Ghost digs a little harder. He's scooping handfuls of mud out of the way now, ignoring the not-there shroud that pulls on his shoulders, the stain it’s leaving on his fingers. “This… this isn’t healthy. I know—“ The man halts a little, running his tongue over his teeth as if tasting the words.
Ghost rips back a chunk of flesh, peering under it, observing the wriggling mass of worms and decay that he is now made of with disinterest.
“God, Simon," Price sighs, throwing back the rest of his drink. “I know you miss him. I miss him too.”

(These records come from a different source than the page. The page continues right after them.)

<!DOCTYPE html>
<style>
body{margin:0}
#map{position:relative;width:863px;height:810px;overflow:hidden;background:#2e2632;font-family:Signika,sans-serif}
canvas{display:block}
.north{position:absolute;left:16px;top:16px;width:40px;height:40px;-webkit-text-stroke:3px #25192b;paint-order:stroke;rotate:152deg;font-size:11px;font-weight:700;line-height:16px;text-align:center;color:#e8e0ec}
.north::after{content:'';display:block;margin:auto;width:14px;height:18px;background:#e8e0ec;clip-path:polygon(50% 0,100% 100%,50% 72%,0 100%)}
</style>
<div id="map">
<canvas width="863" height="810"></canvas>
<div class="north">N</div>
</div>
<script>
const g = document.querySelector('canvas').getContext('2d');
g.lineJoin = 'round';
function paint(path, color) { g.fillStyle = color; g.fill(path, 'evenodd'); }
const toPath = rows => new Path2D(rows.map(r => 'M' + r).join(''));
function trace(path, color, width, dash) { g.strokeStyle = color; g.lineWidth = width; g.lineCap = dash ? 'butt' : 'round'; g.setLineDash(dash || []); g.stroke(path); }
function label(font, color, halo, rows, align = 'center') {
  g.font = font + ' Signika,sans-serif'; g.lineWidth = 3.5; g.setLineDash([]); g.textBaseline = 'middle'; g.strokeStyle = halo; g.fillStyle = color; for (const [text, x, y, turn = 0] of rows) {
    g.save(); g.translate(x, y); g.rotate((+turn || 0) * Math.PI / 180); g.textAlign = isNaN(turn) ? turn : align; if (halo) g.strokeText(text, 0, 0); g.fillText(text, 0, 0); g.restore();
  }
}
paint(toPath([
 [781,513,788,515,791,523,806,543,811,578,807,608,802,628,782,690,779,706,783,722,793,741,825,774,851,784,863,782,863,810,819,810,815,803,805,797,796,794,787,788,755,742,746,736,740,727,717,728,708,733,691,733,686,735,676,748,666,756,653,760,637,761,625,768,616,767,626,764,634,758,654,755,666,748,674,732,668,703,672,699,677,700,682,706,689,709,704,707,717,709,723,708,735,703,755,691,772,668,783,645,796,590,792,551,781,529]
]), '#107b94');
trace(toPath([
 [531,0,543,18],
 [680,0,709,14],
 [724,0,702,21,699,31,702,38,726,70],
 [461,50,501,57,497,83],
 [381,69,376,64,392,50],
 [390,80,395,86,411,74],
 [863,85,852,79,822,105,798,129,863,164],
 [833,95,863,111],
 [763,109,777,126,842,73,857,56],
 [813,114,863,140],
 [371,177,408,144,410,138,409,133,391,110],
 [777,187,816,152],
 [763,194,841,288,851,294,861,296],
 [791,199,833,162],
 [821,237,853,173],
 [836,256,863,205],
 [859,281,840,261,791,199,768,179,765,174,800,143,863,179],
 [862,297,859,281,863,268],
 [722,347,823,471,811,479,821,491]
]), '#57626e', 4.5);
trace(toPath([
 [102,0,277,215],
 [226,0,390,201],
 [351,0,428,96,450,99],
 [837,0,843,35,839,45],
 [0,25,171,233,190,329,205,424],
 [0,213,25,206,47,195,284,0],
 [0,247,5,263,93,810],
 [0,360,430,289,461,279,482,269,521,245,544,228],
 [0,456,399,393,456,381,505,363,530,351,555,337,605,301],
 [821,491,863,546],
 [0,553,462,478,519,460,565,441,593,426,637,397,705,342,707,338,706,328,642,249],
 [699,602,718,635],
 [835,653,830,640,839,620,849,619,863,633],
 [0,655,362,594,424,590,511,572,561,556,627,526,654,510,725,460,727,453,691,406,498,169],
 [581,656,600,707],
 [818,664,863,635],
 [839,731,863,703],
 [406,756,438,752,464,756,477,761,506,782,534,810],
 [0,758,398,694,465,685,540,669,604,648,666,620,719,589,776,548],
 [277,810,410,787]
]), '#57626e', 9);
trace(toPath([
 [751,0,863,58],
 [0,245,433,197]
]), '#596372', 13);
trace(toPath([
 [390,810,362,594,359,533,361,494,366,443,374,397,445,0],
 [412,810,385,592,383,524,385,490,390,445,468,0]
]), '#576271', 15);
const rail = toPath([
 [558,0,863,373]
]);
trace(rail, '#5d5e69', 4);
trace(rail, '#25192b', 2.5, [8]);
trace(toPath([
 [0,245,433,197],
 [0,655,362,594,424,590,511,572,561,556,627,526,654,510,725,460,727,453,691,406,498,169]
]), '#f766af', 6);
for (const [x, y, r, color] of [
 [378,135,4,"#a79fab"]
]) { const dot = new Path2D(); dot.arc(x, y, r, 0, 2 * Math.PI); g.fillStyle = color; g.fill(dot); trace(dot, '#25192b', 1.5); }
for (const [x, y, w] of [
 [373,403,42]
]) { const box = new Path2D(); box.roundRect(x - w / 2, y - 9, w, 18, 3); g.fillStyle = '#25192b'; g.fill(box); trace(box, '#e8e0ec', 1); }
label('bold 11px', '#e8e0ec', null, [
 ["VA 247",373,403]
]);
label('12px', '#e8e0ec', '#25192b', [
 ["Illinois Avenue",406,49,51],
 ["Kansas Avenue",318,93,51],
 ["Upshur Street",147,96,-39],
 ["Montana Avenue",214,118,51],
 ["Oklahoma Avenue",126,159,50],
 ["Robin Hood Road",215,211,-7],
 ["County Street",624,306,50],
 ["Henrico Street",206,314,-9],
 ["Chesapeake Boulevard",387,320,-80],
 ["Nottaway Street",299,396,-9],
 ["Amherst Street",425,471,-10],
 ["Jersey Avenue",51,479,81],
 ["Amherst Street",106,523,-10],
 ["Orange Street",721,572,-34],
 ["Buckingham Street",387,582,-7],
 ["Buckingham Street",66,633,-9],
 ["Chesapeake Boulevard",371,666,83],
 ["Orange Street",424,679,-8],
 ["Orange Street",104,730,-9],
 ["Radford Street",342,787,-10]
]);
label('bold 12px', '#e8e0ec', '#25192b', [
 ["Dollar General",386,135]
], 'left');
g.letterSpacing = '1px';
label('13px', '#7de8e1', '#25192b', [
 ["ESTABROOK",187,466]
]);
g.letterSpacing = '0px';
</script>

The ghost– a ghost– frowns a little.
Miss who?
Something is crawling up his spine.
“But this,” Price continues, gesturing at him, at the mess of his chest and the pit of rotten flesh that makes up his entire being. “This isn’t healthy. Destroying yourself isn’t going to help anyone.”

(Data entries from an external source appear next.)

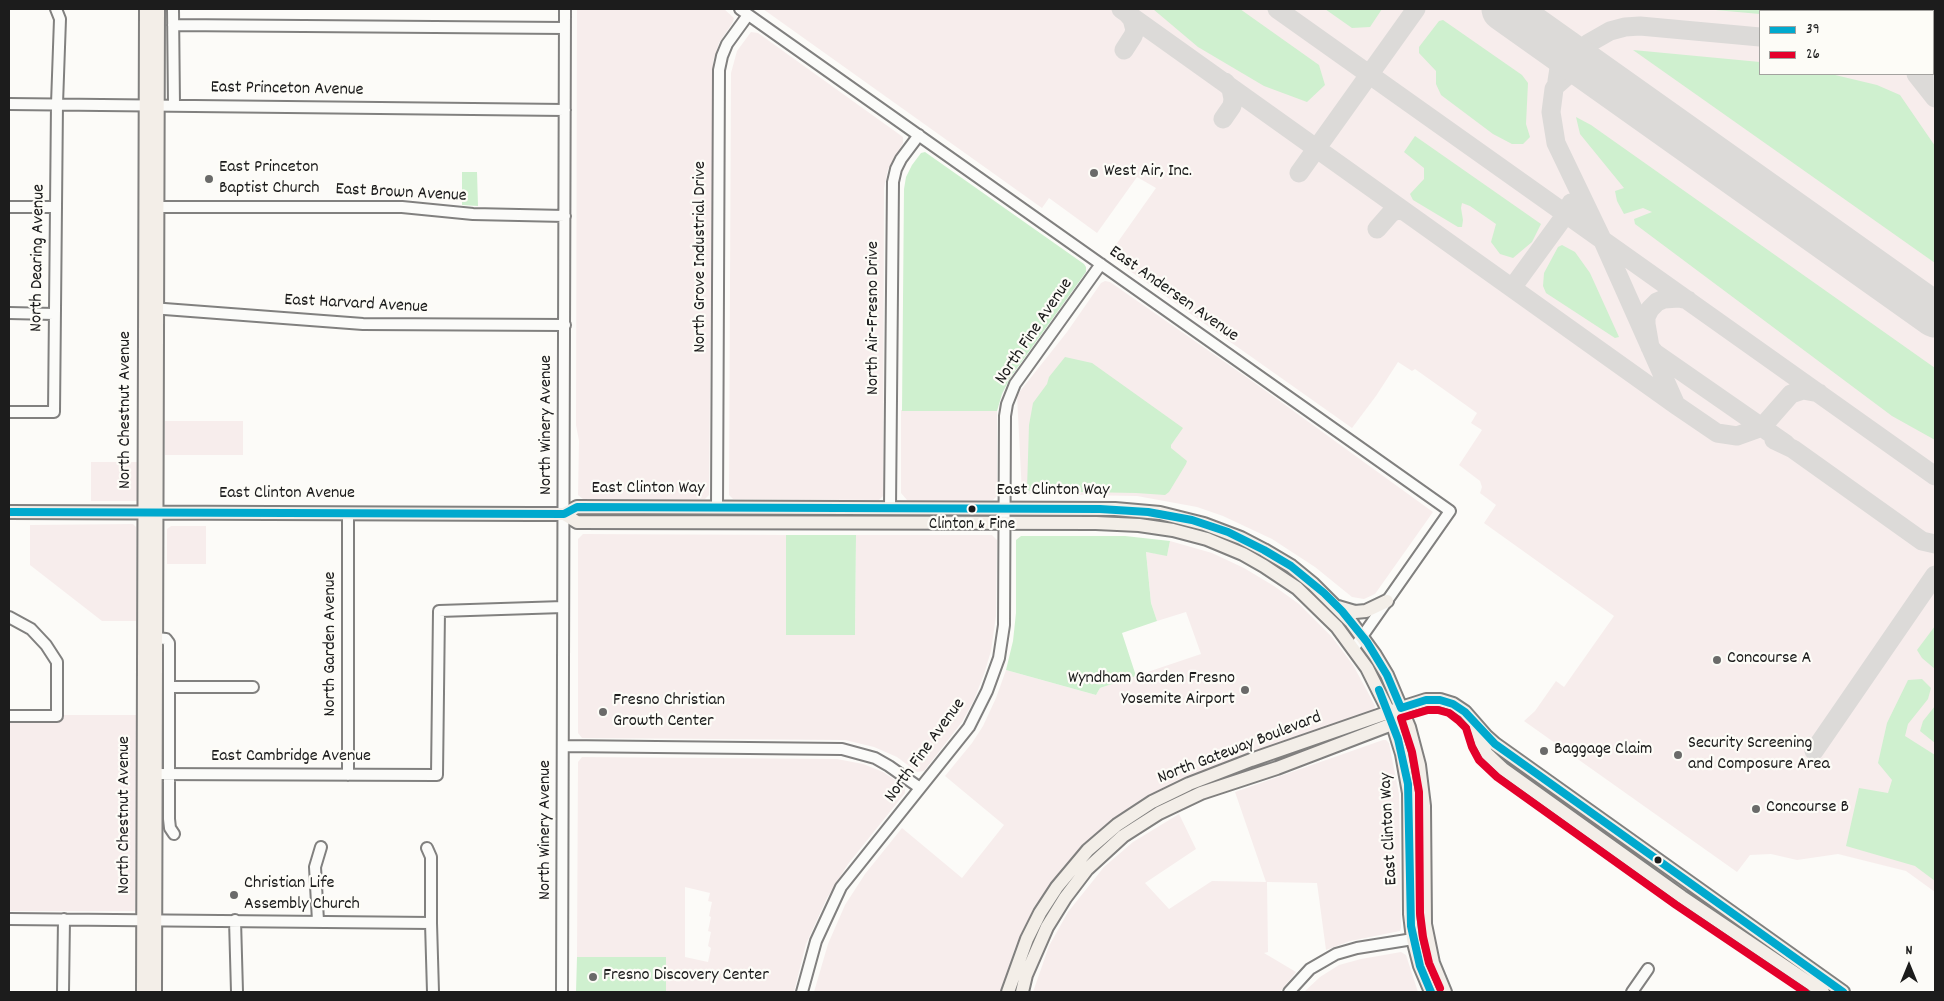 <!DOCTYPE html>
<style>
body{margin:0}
#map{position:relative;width:1944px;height:1001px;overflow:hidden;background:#fcfbf8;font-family:Dekko,sans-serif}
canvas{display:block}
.frame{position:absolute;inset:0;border:10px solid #1c1c1c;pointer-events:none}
.legend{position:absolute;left:1759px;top:10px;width:175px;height:65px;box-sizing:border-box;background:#fdfcf7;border:1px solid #a3a29f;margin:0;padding:6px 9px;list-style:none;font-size:15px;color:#1c1c1c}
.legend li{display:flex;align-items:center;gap:10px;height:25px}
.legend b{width:25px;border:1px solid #a3a29f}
.north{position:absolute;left:1884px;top:941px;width:50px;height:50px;-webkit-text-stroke:4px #fdfcf7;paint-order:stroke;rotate:0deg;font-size:14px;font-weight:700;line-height:20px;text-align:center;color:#1c1c1c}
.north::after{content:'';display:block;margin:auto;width:18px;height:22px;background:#1c1c1c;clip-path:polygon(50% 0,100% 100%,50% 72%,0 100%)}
</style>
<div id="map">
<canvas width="1944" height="1001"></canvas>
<div class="frame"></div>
<ul class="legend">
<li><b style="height:6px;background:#00a9ce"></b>39</li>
<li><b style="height:6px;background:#e4002b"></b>26</li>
</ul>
<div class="north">N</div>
</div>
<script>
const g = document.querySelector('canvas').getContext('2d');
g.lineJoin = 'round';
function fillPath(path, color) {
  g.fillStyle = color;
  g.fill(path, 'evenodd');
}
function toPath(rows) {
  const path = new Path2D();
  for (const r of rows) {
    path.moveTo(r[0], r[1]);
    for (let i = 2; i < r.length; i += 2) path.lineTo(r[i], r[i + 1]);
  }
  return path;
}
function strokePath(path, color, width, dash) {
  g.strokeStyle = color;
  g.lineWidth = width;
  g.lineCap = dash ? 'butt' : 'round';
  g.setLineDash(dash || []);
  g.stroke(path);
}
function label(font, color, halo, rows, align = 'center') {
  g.font = font + ' Dekko,sans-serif';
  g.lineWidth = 4.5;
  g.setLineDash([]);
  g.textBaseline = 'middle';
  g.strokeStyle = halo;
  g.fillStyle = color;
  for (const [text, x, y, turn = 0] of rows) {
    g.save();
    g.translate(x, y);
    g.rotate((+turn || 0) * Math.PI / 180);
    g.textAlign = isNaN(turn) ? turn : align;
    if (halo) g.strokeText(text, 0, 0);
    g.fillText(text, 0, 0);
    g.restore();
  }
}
fillPath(toPath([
 [577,9,724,9,734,18,733,22,719,43,713,61,709,495,705,499,583,499,578,495,579,441,576,425],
 [763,9,1935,9,1935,892,1906,871,1838,854,1797,860,1771,854,1750,855,1737,872,1524,721,1535,711,1556,681,1564,687,1614,616,1484,523,1496,505,1480,493,1482,487,1480,481,1459,465,1482,430,1471,423,1477,413,1415,369,1412,371,1398,362,1376,396,1352,428,1113,259,1119,250,1115,246,1156,188,1137,177,1097,233,1049,198,1042,208],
 [1760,11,1933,11,1933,74,1760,74],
 [751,32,758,33,903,137,903,143,888,169,884,188,883,496,879,500,733,499,729,495,731,73,737,51],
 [1105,281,1110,282,1252,381,1433,512,1375,594,1364,599,1352,597,1315,567,1272,539,1223,516,1197,507,1137,496,1022,494,1017,395,1067,332,1101,283],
 [901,410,997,411,997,496,993,500,907,500,901,493],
 [165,421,243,421,243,455,165,455],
 [91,462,137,462,137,501,91,501],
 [133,524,136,527,136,621,102,621,30,565,30,525],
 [171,526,206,526,206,564,167,564,167,529],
 [583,534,786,535,786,635,855,635,856,535,992,535,997,540,996,616,991,651,984,674,974,700,962,722,924,771,917,772,897,757,874,747,845,740,582,738,578,733,578,539],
 [1170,541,1212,553,1244,568,1274,586,1299,604,1332,637,1353,665,1372,700,1375,706,1374,710,1178,780,1140,800,1105,825,1084,844,1062,868,1035,906,1015,948,1001,992,814,992,828,944,845,905,865,874,902,828,962,878,1004,825,945,776,972,743,983,726,996,698,1006,670,1096,695,1100,688,1201,654,1186,612,1157,621,1151,603,1146,552,1167,555],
 [9,715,136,715,135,911,9,911],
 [1383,740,1386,740,1389,743,1399,794,1401,928,1400,931,1350,941,1326,950,1317,883,1267,882,1268,952,1264,953,1296,972,1280,992,1033,992,1049,946,1068,912,1104,867,1133,842,1179,814,1196,849,1145,883,1169,909,1212,881,1266,882,1235,792],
 [582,757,837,759,863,764,883,772,905,787,905,793,848,864,827,898,806,944,794,992,666,992,666,957,577,957,578,762],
 [685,887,710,893,708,901,712,902,709,916,711,917,708,931,711,932,708,946,711,948,708,962,685,957],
 [1401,952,1406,955,1418,992,1304,992,1320,977,1339,965,1361,959]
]), '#f7edec');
fillPath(toPath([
 [1153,9,1240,9,1319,65,1325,85,1307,102,1264,86,1198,47],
 [1325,9,1382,9,1370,27,1352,28],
 [1704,9,1786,9,1789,11,1760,11,1760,14],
 [1443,20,1522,75,1528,83,1526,124,1530,137,1523,144,1512,144,1493,134,1441,95,1436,84,1436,71,1419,53,1419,47,1439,21],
 [1633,50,1760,62,1760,74,1831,74,1877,85,1900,95,1935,146,1935,263],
 [1576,117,1591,125,1935,368,1935,440,1892,416,1635,224,1634,219,1652,212,1643,208,1624,214,1617,201,1615,191,1624,188,1580,134],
 [1415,136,1541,224,1532,242,1513,258,1500,254,1491,242,1496,224,1470,206,1462,203,1461,208,1463,220,1462,227,1458,227,1413,200,1410,194,1424,179,1424,168,1404,152],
 [925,152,1084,264,1086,267,1086,272,1010,378,1002,394,997,411,902,411,904,189,906,177,912,165,921,153],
 [462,172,477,172,478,206,462,205],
 [1562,245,1575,252,1590,273,1619,337,1615,338,1546,293,1543,286,1544,273,1558,247],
 [1065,357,1092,363,1183,428,1171,445,1171,448,1187,461,1186,464,1169,492,1165,495,1136,493,1029,491,1027,489,1029,425,1033,403,1047,384,1049,377],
 [786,535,856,535,855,635,786,635],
 [1021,536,1125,536,1170,541,1167,556,1146,552,1151,603,1157,621,1122,633,1136,676,1100,688,1096,695,1006,670,1013,641,1016,613,1016,540],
 [1935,626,1935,669,1922,658,1917,650],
 [1922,679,1931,688,1928,699,1908,724,1905,736,1935,755,1935,881,1915,866,1846,846,1859,788,1888,793,1892,780,1878,763,1887,723,1908,680],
 [1935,706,1935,743,1920,731,1923,721],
 [577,957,666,957,666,992,576,992]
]), '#cff0cf');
strokePath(toPath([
 [1121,9,1676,405,1717,433,1737,436,1762,427,1791,394,1803,390,1819,393],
 [1277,9,1935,476],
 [1856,9,1859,11],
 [1551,42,1560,62,1557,81],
 [1124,50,1133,36,1135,30,1132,19,1126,12],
 [1916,74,1935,98],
 [1558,84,1567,76,1572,73,1590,74,1604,79],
 [1223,119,1232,106,1233,99,1231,89,1225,82],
 [1299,173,1416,9],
 [1377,229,1391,213,1397,210,1404,211],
 [1512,288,1566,214,1571,203],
 [1688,300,1679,298,1664,299,1657,302,1650,309,1646,317,1646,324,1650,347,1655,353,1786,444],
 [1676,405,1602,239,1556,143,1551,112,1554,89,1573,58,1589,43,1610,31,1625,27,1640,26,1760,37],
 [1774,440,1793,449,1922,541,1935,544],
 [1814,751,1935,575]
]), '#dcdad8', 19);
strokePath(toPath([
 [1504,9,1935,315],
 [1859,9,1863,11],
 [1933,61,1935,63]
]), '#dcdad8', 45);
const minor = toPath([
 [173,9,174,105],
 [740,9,1450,511,1354,648],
 [173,25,565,28],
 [9,104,565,110],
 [9,207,56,207],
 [151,207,402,207,473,214,565,216],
 [151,308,363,324,565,325],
 [9,313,54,314],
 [9,412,54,412,57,104,60,19,56,9],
 [717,508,719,70,722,56,727,44,748,15],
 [890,508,893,182,896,169,901,159,919,135],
 [348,513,348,775],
 [9,617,31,629,46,645,57,662,57,716,9,716],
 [156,638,166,639,169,643,169,819,170,828,174,834],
 [169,687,253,687],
 [563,746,842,749,875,758,889,766,920,788],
 [150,774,437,775,439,611,563,607],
 [427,848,431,857,431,923,433,992],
 [9,919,431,923],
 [235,920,237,992],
 [318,921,315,867,321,847],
 [63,992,64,919],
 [562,992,565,9],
 [802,992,816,941,841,887,969,727,987,691,999,658,1004,625,1005,416,1007,404,1015,384,1101,264],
 [1289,992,1310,969,1336,954,1357,948,1413,939],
 [1632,992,1648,969]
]);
const major = toPath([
 [9,512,532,514,564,514,577,507,1115,509,1160,513,1204,524,1241,538,1264,550,1291,566,1313,584,1351,622,1375,655,1387,675,1409,727,1419,765,1424,806,1425,924,1433,963,1445,992],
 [564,514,577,522,1096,523,1139,525,1173,530,1207,539,1243,554,1264,566,1297,588,1337,627,1367,668,1389,712,1402,754,1409,793,1410,914,1413,939,1420,966,1431,992],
 [1338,607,1355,612,1366,611,1387,601],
 [1476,728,1481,743,1487,754,1503,769,1682,897,1823,992],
 [143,992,146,9],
 [155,992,158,9],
 [1008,992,1027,939,1040,913,1057,887,1088,850,1117,825,1152,802,1189,784,1251,760,1401,708,1426,700,1440,700,1453,704,1465,712,1486,736,1495,744,1843,992],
 [1022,992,1026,975,1047,927,1065,898,1087,869,1123,836,1159,813,1201,793,1277,768,1400,721]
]);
strokePath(minor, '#81807f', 14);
strokePath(major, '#81807f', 16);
strokePath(minor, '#fbfbf9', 10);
strokePath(major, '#f3eee8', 12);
strokePath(toPath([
 [9,512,564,514,577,507,1100,509,1148,512,1192,520,1228,532,1264,550,1291,566,1324,593,1342,611,1367,642,1387,675,1401,708,1426,700,1440,700,1453,704,1465,712,1495,744,1843,992],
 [1379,690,1398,739,1408,784,1411,926,1420,966,1431,992]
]), '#00a9ce', 8);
strokePath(toPath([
 [1440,988,1429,963,1423,937,1420,913,1419,792,1412,752,1401,718,1428,710,1438,710,1449,713,1458,720,1466,728,1472,747,1479,760,1497,777,1676,905,1805,992]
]), '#e4002b', 8);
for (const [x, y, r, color] of [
 [1094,173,5,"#6a6a69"],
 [209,179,5,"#6a6a69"],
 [972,509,4.5,"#1c1c1c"],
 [1717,660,5,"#6a6a69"],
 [1245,690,5,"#6a6a69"],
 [603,712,5,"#6a6a69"],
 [1544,751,5,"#6a6a69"],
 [1678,755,5,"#6a6a69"],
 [1756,809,5,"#6a6a69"],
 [1658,860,4.5,"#1c1c1c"],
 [234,895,5,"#6a6a69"],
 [593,977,5,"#6a6a69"]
]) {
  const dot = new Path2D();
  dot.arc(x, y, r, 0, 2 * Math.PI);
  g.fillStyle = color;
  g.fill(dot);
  strokePath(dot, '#fdfcf7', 2);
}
label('17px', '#1c1c1c', '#fdfcf7', [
 ["Clinton & Fine",972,526]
]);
label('18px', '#1c1c1c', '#fdfcf7', [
 ["East Princeton Avenue",287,90,1],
 ["East Brown Avenue",401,194,3],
 ["North Grove Industrial Drive",702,257,-90],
 ["North Dearing Avenue",39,258,-89],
 ["East Andersen Avenue",1173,295,35],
 ["East Harvard Avenue",356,305,3],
 ["North Air-Fresno Drive",875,318,-90],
 ["North Fine Avenue",1035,332,-56],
 ["North Chestnut Avenue",127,410,-90],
 ["North Winery Avenue",548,425,-90],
 ["East Clinton Way",648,490],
 ["East Clinton Way",1053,492],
 ["East Clinton Avenue",287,495],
 ["North Garden Avenue",332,644,-90],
 ["North Gateway Boulevard",1240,749,-21],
 ["North Fine Avenue",926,751,-54],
 ["East Cambridge Avenue",291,758],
 ["North Chestnut Avenue",126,815,-90],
 ["East Clinton Way",1390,829,-93],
 ["North Winery Avenue",547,830,-90]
]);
label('18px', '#1c1c1c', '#fdfcf7', [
 ["East Princeton",219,169],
 ["Baptist Church",219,190],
 ["West Air, Inc.",1104,173],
 ["Concourse A",1727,660],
 ["Wyndham Garden Fresno",1235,680,"right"],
 ["Yosemite Airport",1235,701,"right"],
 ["Fresno Christian",613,702],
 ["Growth Center",613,723],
 ["Security Screening",1688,745],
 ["and Composure Area",1688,766],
 ["Baggage Claim",1554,751],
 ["Concourse B",1766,809],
 ["Christian Life",244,885],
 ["Assembly Church",244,906],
 ["Fresno Discovery Center",603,977]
], 'left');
</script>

Destroying himself? The ghost wants to laugh, but the maggots and the dirt have filled his throat, blocking his airway and chewing through his vocal cords. How… .selfish of him.
The thing on his back has reached the nape of his neck. He can feel the scuttle of its feet, the sharpness of its pincers.
Idly, he wonders if this is what shame is supposed to feel like.
“Listen,” Price is saying. “I'm not here to lecture you. But we need your head in the game. Can I trust you to take care of yourself?”
The thing crawls atop his shoulder and he catches a flash of a sand-coloured, bulbous stinger, swaying threateningly.
Ah.
He wonders if the venom will be enough to return him to the ground.
Where he belongs.
With Johnny.
“Simon?”
The ghost- a ghost- meets Price's eyes, and wonders if the captain can see the thing on his shoulder.
He nods, just once, jerkily.
The scorpion’s stinger sinks into the soft, vulnerable flesh of his neck, and he revels in the burn of the poison seeping into his bloodstream.
He turns and walks out of the cramped, smoky office, and hurries back to his room, trying to hide the trail of maggots he leaves in his wake.